For most, it was a second home, used in the summer. They had houses in the city where they conducted business. When these owners spoke of plantations, they were not referring to hundreds of acres of cotton or tobacco worked by slaves. This was not an agrarian economy. Some farmed and sold their crops, but their real money came from trade, shipping, law, banking and real estate.

William Penn (who himself had a villa, Pennsbury Manor, on the Delaware) set the stage for the development of an idyllic suburbia when he and his surveyor, Thomas Holme, laid out the City of Philadelphia in 1682. Penn offered some of the best building lots in the city to the “First Purchasers” of land in Pennsylvania with an added incentive: each purchaser of five thousand acres in the surrounding counties was entitled to a bonus of eighty acres in the so-called “Liberty Lands,” areas just north and west of the city proper. Today, the Liberty Lands are part of the City of Philadelphia, and include the approximately four thousand seven hundred contiguous acres that make up East and West Fairmount Park, on both sides of the Schuylkill River and up its feeder creek, the Wissahickon.

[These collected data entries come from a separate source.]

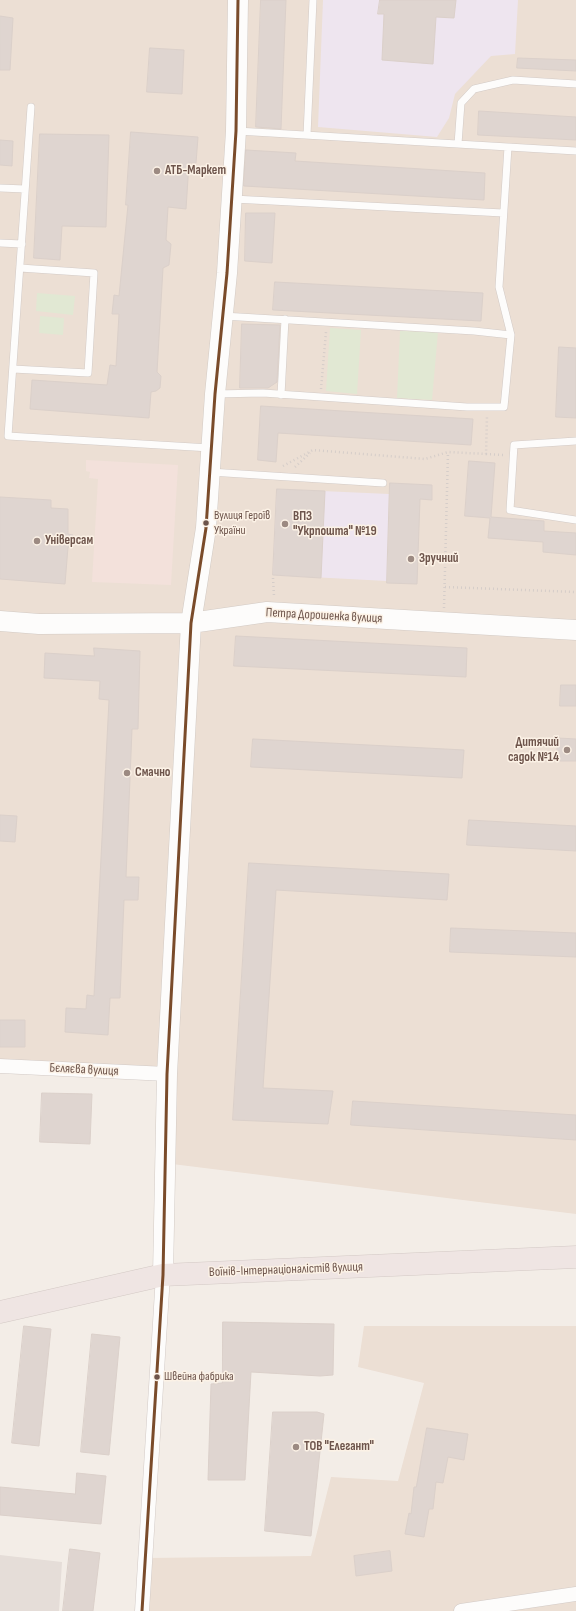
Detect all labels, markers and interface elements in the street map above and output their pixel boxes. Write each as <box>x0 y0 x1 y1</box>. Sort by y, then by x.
place label: АТБ-Маркет <box>165 163 226 179</box>
marker: АТБ-Маркет <box>152 166 162 176</box>
place label: Вулиця Героїв України <box>214 509 270 537</box>
place label: ВПЗ "Укрпошта" №19 <box>293 509 377 540</box>
marker: Вулиця Героїв України <box>201 518 211 528</box>
marker: ВПЗ "Укрпошта" №19 <box>280 519 290 529</box>
place label: Універсам <box>45 533 93 549</box>
marker: Універсам <box>32 536 42 546</box>
place label: Зручний <box>419 551 459 567</box>
marker: Зручний <box>406 554 416 564</box>
street label: Петра Дорошенка вулиця <box>265 605 383 627</box>
place label: Дитячий садок №14 <box>508 735 559 766</box>
marker: Дитячий садок №14 <box>562 745 572 755</box>
place label: Смачно <box>135 765 171 781</box>
marker: Смачно <box>122 768 132 778</box>
street label: Бєляєва вулиця <box>49 1060 119 1080</box>
street label: Воїнів-Інтернаціоналістів вулиця <box>209 1260 363 1280</box>
place label: Швейна фабрика <box>164 1370 234 1384</box>
marker: Швейна фабрика <box>152 1372 162 1382</box>
place label: ТОВ "Елегант" <box>304 1439 374 1455</box>
marker: ТОВ "Елегант" <box>291 1442 301 1452</box>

During the 18th century, these eighty-acre plots changed hands, and were sub-divided and combined to accommodate people of means wanting a country estate. By the middle 1700s, handsome villas had begun to appear along the banks of the Schuylkill. As the century progressed, the houses reflected a range of architectural styles, from the bold symmetry of Palladian to the smooth lightness of Federal, a neo-classicism that continued into the 19th century.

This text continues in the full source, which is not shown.